A maneira como ele disse—o peso por trás das palavras—fez meu pulso acelerar.

Engoli em seco, então suspirei. Ele estava fazendo isso novamente. Endireitei a espinha e apontei para as malas que ainda estavam por desfazer. “Entre naquele macacão ou sofra as consequências.”

O olhar de Hades se voltou para o macacão amassado em cima da mala, e o corpo inteiro dele cedeu como se eu tivesse acabado de lhe entregar a sentença mais severa possível.

“Você não pode estar falando sério,” ele murmurou, cruzando os braços sobre o peito. “Eve, eu sou o Rei dos Lycans. Você realmente acha isso—” ele gesticulou vagamente para a peça de roupa ofensiva, “—é apropriado para alguém do meu status?”

Arqueei uma sobrancelha, meu sorriso se alargando. “Acho perfeito para alguém que tomou um banho de uma hora só para evitar vesti-lo.”

A mandíbula dele se contraiu. “Aquilo foi… estratégico.”

Sorri de deboche. “Aquilo foi covardia.”

Hades estreitou os olhos, se aproximando. “Cuidado, pequena loba. Você pode me provocar.”

“É uma ameaça ou uma promessa?” eu devolvi, recusando-me a deixá-lo me intimidar.

Por um momento, seus lábios se contorceram como se ele fosse aceitar a provocação, mas então seu olhar desviou para o macacão novamente, e a batalha visivelmente se esvaiu dele. “Sabe, alguns parceiros demonstram amor cozinhando ou dando massagens,” ele resmungou, esfregando a nuca.

Sorri. “Eu demonstro amor te responsabilizando.”

Ele murmurou algo embaixo da respiração, mas para minha surpresa, ele finalmente pegou o macacão e o segurou como se talvez o mordece.

“Vamos, acabe logo com isso,” eu incentivei, encostando meu queixo na mão, totalmente preparada para aproveitar o espetáculo.

Hades olhou para mim com cautela. “Vire-se.”

Pisquei. “O quê?”

“Não vou dar um show grátis,” ele disse, como se aquela fosse a resposta mais lógica.

Dei de ombros, mas o olhar firme dele era inabalável. “Ok,” resmunguei, revirando os olhos enquanto me virava para encarar a parede oposta. “Mas não pense por um segundo que isso vai te salvar da humilhação.”
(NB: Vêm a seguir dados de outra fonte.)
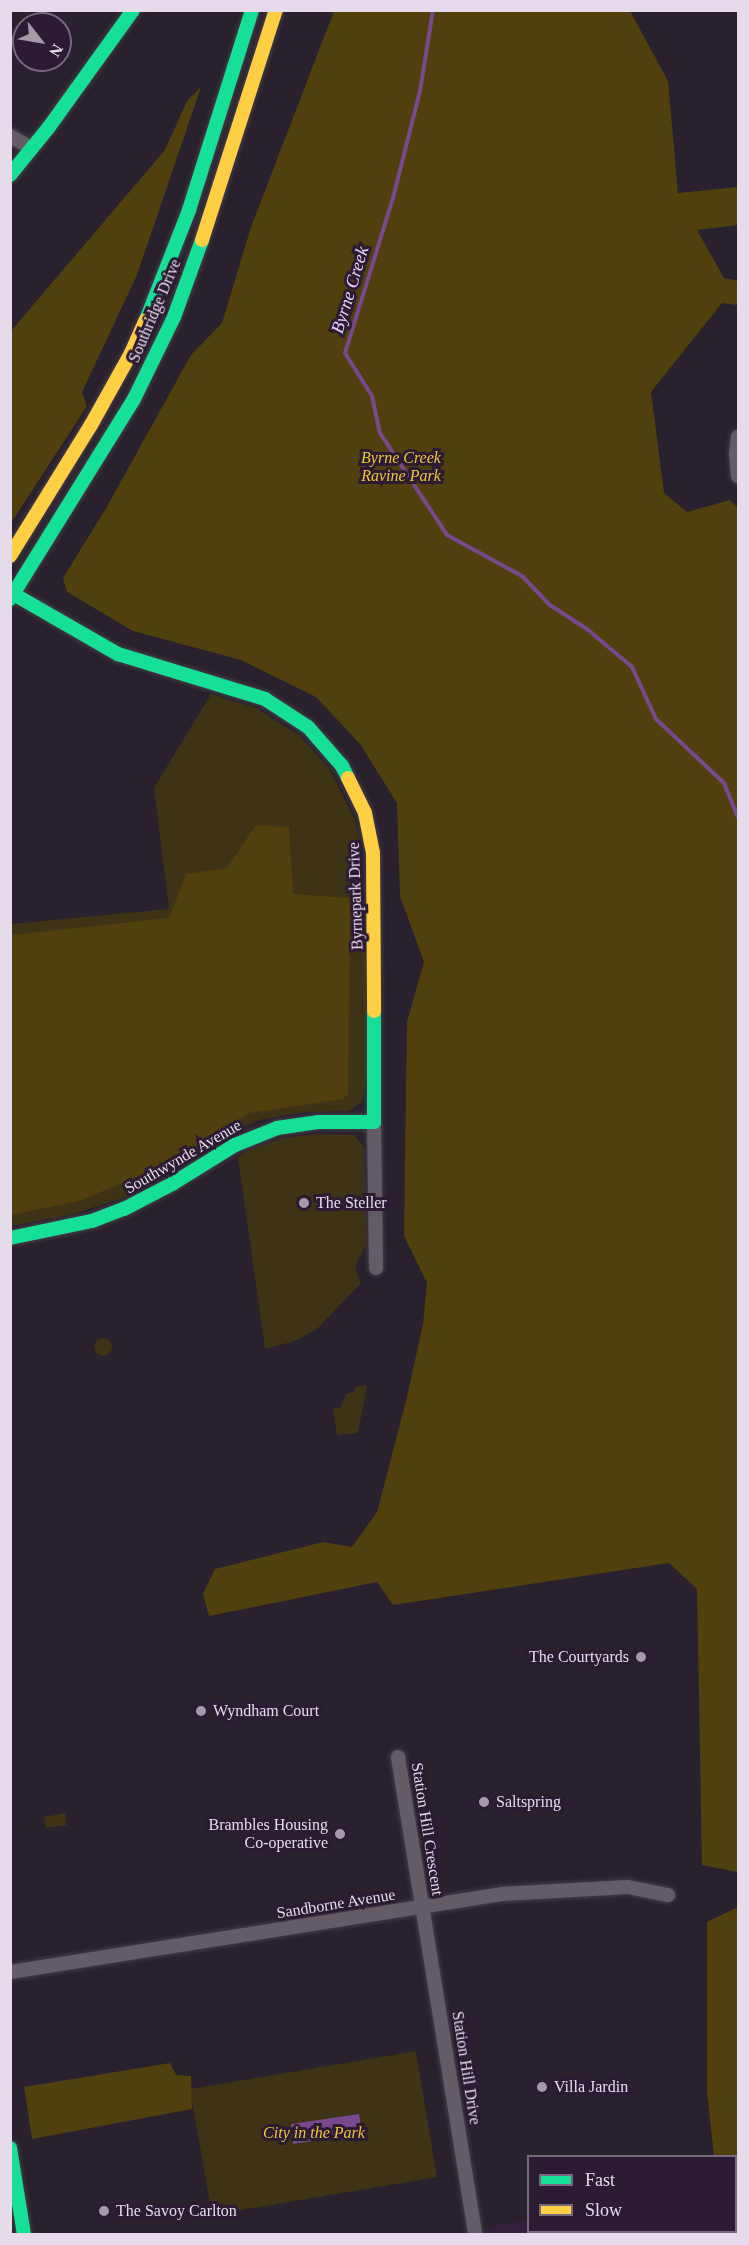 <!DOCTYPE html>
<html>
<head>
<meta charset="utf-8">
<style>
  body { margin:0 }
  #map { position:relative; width:749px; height:2245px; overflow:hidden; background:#29212d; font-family:Georgia,serif }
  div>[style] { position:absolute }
  .built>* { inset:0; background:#33203c }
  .green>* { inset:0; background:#3e3314 }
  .round { border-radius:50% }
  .forest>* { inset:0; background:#4f400e }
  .water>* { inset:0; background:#77498e }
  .stream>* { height:4px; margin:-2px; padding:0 2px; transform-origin:2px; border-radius:2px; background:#77498e }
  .roads { filter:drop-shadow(0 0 2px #443d48) drop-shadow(0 0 2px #443d48) }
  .street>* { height:14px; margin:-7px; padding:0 7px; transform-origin:7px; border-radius:7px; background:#635c67 }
  .fast>* { height:14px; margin:-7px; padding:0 7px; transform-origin:7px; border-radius:7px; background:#16e098 }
  .slow>* { height:14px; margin:-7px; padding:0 7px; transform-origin:7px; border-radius:7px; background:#ffcf43 }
  .dots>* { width:16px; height:16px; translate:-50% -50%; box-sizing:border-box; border:3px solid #2b1b33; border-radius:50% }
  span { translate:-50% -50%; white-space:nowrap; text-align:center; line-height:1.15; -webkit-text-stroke:6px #2b1b33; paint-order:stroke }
  .street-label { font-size:16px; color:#e6dbeb }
  .park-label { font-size:16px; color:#eec736; font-style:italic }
  .poi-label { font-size:16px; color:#e6dbeb }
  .left { translate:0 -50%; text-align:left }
  .right { translate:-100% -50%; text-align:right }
  .water-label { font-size:18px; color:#ecd1fa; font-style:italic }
  .frame { position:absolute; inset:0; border:12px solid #e6dbeb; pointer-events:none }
  .legend { position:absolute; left:527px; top:2155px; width:210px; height:78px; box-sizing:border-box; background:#2b1b33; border:2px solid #76687d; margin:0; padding:8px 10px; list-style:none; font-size:18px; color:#e6dbeb }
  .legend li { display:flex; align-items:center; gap:12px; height:30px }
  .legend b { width:30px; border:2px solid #76687d }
  .north { position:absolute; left:12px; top:12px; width:60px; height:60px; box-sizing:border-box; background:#2b1b33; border:2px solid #76687d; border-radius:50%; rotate:121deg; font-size:16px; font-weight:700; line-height:24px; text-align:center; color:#e6dbeb }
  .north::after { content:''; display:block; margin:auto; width:21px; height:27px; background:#a49aa8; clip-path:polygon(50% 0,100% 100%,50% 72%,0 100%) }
</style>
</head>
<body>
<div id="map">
  <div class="built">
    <div style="clip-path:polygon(528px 2221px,528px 2232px,560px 2232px,560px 2234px,486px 2234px,484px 2227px)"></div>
  </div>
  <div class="green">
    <div style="clip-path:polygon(211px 694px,256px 708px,299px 735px,329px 768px,355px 820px,360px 839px,365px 923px,367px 1076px,362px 1102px,349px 1111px,305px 1112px,259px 1120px,238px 1130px,149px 1185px,120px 1199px,70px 1215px,11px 1226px,11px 924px,169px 909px,154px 788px)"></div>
    <div style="clip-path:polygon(317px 1134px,354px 1135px,364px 1147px,366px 1244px,355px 1267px,361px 1283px,317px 1329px,295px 1341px,265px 1349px,238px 1157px,249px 1150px,282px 1138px)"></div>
    <div class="round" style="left:94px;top:1338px;width:18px;height:18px"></div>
    <div style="clip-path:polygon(367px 1385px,358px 1433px,337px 1435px,333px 1408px,340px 1408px,347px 1393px,354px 1392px,355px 1387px)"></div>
    <div style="clip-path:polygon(65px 1813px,67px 1825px,46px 1828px,44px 1817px)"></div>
    <div style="clip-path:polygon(416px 2051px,437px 2177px,212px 2215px,190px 2089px)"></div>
  </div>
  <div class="forest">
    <div style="clip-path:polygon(334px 11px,630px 11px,668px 81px,678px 193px,738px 187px,738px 225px,697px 230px,724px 278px,738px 281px,738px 305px,722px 303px,651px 392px,664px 493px,687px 512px,730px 500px,738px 508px,738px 1872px,702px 1865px,697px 1589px,669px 1563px,393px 1605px,377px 1582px,209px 1616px,203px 1594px,215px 1569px,323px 1542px,352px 1547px,377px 1512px,406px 1401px,423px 1324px,427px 1283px,404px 1236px,407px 1022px,424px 962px,400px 896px,397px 803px,360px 744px,316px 697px,241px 660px,133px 631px,67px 592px,63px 578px,105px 510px,191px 355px,222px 323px,251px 227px)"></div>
    <div style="clip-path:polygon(201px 87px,137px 275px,82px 392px,87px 406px,11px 523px,11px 331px,165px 150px,187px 101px)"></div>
    <div style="clip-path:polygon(256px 825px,289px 827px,293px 894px,350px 898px,348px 1094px,343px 1099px,249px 1113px,156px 1169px,79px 1201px,11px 1215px,11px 935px,169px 918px,186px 874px,227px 868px)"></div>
    <div style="clip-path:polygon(738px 1907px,738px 2234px,734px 2234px,736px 2156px,714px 2156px,707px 2092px,707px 1922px)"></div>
    <div style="clip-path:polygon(170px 2063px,176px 2075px,191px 2076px,192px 2109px,32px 2139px,24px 2087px)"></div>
  </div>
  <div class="water">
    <div style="clip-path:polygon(359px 2114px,362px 2133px,293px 2144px,291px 2124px)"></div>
  </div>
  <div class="stream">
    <div style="left:433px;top:10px;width:82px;rotate:99.1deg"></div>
    <div style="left:420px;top:91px;width:110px;rotate:104.2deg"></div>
    <div style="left:393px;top:198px;width:162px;rotate:107.2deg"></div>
    <div style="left:345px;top:353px;width:51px;rotate:57.9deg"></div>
    <div style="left:372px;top:396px;width:38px;rotate:78deg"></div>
    <div style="left:380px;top:433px;width:122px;rotate:56.7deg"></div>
    <div style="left:447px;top:535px;width:85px;rotate:28.7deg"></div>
    <div style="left:522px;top:576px;width:40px;rotate:46deg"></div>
    <div style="left:550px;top:605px;width:44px;rotate:33deg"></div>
    <div style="left:587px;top:629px;width:59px;rotate:40.2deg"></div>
    <div style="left:632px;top:667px;width:57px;rotate:65.2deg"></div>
    <div style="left:656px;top:719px;width:93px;rotate:43.3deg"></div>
    <div style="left:724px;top:783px;width:37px;rotate:68deg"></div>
  </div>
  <div class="roads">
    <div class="street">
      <div style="left:10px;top:136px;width:25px;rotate:29deg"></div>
      <div style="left:738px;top:437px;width:16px;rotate:97deg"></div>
      <div style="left:736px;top:453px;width:23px;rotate:85deg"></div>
      <div style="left:374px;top:1122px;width:146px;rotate:89.2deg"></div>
      <div style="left:398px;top:1757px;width:483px;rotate:80.8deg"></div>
      <div style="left:10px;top:1972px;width:497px;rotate:-9deg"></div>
      <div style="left:501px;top:1894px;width:127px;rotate:-3.2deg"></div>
      <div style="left:628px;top:1887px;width:41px;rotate:11.3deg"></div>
    </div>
    <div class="fast">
      <div style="left:10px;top:175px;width:62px;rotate:-50.9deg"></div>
      <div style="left:49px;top:127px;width:144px;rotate:-54.3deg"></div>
      <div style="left:146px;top:320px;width:118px;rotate:-68.6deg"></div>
      <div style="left:189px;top:210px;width:210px;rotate:-72.5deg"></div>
      <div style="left:10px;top:592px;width:125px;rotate:29.9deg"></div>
      <div style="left:118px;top:654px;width:154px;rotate:17deg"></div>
      <div style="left:265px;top:699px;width:51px;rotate:33.1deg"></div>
      <div style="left:308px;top:727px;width:52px;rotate:48.9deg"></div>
      <div style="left:342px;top:766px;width:13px;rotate:63deg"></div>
      <div style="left:10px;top:599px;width:235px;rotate:-58.2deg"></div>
      <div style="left:134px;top:399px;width:91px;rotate:-64deg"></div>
      <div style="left:174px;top:317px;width:82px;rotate:-70deg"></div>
      <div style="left:10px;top:1238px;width:84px;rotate:-11.7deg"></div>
      <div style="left:92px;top:1221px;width:34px;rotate:-21deg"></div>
      <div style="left:124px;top:1209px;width:54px;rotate:-27.5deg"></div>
      <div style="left:172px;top:1184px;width:74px;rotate:-31.8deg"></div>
      <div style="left:235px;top:1145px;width:45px;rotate:-22deg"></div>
      <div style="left:277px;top:1128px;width:41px;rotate:-8.3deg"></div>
      <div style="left:318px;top:1122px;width:56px"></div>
      <div style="left:374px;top:1122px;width:111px;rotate:-90deg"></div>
      <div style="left:10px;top:2148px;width:87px;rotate:80.8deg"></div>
    </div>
    <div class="slow">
      <div style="left:202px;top:240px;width:242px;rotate:-72.2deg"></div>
      <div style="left:10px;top:556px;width:154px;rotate:-58.3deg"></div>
      <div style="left:91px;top:425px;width:82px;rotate:-60.9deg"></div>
      <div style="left:131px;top:353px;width:36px;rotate:-66deg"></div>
      <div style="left:348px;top:778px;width:39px;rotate:64deg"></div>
      <div style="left:365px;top:813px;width:41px;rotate:78.7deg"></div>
      <div style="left:373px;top:853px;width:158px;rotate:89.6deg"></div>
    </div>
  </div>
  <div class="dots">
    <div style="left:304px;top:1203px;background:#a49aa8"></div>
    <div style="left:641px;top:1657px;background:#a49aa8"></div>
    <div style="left:201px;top:1711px;background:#a49aa8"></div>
    <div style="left:484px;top:1802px;background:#a49aa8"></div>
    <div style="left:340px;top:1834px;background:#a49aa8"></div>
    <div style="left:542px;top:2087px;background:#a49aa8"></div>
    <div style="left:104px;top:2211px;background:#a49aa8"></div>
  </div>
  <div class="street-label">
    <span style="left:155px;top:311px;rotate:-67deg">Southridge Drive</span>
    <span style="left:356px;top:896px;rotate:-92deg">Byrnepark Drive</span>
    <span style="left:183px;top:1157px;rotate:-30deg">Southwynde Avenue</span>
    <span style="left:427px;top:1829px;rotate:81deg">Station Hill Crescent</span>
    <span style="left:336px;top:1904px;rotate:-9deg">Sandborne Avenue</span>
    <span style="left:466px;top:2068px;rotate:81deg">Station Hill Drive</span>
  </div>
  <div class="park-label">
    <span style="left:401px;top:467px">Byrne Creek<br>Ravine Park</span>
    <span style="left:314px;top:2133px">City in the Park</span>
  </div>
  <div class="poi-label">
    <span class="left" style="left:316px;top:1203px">The Steller</span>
    <span class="right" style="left:629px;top:1657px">The Courtyards</span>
    <span class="left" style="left:213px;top:1711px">Wyndham Court</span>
    <span class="left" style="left:496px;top:1802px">Saltspring</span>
    <span class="right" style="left:328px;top:1834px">Brambles Housing<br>Co-operative</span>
    <span class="left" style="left:554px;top:2087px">Villa Jardin</span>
    <span class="left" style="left:116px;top:2211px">The Savoy Carlton</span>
  </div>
  <div class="water-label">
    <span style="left:350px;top:290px;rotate:-73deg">Byrne Creek</span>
  </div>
  <div class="frame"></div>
  <ul class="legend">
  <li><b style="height:8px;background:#16e098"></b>Fast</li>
  <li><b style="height:8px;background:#ffcf43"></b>Slow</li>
  </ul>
  <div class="north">N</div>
</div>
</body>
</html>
Atrás de mim, podia ouvir o farfalhar do tecido e o suave zíper do macacão sendo aberto. Uma longa pausa se seguiu.

Então, “Eve.”

Sorri para mim mesma. “Sim?”

Um momento de silêncio.

“…Como diabos você veste isso?”

Congelei. Lentamente, virei-me, esperando vê-lo no meio de puxar o macacão sobre a cabeça ou lutando com o zíper.

O que eu não esperava era a visão de Hades segurando o macacão de cabeça para baixo, com uma perna enfiada desajeitadamente em um buraco de braço, enquanto o restante da roupa murchava ao redor dele como um balão desinflado.

Eu olhei fixamente.

Ele me encarou.

“Você está brincando,” eu disse, cobrindo a boca para não rir abertamente.
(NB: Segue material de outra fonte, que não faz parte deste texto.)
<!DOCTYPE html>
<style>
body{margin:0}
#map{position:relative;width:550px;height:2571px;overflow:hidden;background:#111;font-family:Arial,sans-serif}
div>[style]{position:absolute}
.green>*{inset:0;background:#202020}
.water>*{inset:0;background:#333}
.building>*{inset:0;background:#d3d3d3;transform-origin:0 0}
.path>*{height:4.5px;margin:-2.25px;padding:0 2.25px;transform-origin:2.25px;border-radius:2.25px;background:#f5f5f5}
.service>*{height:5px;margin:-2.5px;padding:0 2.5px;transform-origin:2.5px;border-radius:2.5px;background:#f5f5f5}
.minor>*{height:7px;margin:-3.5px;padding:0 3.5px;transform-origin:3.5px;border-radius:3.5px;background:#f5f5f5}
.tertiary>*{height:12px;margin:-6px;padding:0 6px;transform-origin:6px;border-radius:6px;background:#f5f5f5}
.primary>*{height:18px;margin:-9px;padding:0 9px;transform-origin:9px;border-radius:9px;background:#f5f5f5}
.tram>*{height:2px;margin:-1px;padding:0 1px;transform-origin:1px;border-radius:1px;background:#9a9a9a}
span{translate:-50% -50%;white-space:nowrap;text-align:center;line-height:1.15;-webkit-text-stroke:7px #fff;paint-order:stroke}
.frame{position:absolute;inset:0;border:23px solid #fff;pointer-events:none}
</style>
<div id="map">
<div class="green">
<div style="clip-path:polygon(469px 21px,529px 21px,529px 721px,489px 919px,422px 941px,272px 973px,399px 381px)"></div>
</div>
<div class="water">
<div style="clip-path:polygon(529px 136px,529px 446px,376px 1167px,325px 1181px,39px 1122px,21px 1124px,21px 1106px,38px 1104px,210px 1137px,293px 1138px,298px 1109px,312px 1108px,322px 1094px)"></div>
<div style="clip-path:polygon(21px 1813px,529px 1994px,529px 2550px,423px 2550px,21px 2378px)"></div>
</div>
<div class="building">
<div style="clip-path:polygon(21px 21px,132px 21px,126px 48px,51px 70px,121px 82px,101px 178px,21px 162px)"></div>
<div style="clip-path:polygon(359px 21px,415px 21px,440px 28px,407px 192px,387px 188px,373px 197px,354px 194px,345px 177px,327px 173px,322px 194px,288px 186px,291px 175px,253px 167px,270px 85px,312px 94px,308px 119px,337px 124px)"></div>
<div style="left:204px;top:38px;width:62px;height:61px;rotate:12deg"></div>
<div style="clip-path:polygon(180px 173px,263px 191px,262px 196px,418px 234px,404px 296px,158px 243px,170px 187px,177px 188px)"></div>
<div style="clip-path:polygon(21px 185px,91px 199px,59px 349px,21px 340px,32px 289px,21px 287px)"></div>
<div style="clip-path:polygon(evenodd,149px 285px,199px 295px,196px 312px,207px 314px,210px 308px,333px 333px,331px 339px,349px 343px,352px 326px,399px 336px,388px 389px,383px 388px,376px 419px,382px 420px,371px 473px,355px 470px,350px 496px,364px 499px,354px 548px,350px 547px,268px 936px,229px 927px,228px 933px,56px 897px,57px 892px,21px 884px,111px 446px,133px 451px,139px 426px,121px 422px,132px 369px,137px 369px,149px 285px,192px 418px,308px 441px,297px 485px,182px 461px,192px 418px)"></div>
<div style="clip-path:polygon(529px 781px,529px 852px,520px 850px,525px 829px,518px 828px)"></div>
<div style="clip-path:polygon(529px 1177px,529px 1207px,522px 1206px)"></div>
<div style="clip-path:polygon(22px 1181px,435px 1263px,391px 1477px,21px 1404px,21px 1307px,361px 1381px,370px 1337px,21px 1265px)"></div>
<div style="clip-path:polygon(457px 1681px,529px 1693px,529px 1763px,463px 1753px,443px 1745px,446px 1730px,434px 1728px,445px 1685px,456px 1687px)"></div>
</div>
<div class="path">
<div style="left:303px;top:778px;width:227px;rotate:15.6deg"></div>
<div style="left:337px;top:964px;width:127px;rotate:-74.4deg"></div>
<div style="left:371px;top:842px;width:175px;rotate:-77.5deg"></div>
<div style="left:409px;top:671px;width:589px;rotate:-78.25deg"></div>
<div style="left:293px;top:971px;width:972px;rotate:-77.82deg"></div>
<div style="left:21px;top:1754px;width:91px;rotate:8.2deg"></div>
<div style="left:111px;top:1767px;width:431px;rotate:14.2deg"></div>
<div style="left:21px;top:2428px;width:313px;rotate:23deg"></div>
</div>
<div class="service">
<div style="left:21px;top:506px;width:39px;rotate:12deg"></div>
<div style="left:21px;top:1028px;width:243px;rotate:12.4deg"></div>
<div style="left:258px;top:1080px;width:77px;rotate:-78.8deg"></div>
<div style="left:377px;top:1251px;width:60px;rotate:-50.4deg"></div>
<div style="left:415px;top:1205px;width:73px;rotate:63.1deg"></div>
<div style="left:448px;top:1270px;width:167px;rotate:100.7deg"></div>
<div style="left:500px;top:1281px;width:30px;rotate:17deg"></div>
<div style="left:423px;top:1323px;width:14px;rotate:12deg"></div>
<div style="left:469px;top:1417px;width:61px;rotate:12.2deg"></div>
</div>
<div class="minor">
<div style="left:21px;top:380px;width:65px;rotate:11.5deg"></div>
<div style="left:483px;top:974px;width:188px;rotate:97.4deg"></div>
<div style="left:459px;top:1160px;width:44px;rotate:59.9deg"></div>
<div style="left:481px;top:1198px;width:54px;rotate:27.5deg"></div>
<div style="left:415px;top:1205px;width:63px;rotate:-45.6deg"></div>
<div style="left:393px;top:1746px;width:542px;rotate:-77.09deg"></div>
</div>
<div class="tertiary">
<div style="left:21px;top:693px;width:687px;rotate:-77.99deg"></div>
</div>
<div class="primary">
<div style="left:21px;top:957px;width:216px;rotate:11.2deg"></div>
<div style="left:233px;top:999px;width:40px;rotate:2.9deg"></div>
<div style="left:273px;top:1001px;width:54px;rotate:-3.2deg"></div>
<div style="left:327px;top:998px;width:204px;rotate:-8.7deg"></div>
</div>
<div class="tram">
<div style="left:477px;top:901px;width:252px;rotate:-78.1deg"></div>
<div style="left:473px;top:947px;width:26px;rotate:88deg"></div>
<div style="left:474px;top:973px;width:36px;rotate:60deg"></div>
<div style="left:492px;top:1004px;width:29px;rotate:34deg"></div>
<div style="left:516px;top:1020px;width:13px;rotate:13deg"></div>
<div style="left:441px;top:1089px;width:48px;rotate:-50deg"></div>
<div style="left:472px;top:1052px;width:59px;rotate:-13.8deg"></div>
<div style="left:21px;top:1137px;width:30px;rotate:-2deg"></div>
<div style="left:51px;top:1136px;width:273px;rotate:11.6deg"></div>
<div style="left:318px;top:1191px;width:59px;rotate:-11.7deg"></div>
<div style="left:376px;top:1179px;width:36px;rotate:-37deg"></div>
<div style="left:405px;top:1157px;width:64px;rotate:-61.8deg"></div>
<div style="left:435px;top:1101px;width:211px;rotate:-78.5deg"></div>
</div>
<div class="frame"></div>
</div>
“Para de olhar para mim assim,” Hades rosnou, puxando sua perna livre com um puxão forte que o fez cambalear um pouco. “Essa coisa é uma armadilha mortal.”

Eu não consegui me conter. O riso borbulhou e transbordou de mim enquanto me apoiava na cômoda para não cair. “Você—” eu respirei entre as risadas, “você nem sabe como vestir um macacão?”

As orelhas dele ficaram vermelhas.

Vermelho de verdade.

Foi a primeira vez que eu o vi corar, e por um momento, pensei que poderia desmaiar de pura delícia.

“Eu nunca usei um,” ele murmurou, como se isso desculpasse tudo. Seu olhar caiu para o material macio e fofo em suas mãos, claramente traído pela absurdidade da situação.

Eu poderia ter morrido com a impossibilidade de tudo, mas em vez disso eu irrompi em outra onda de risadas.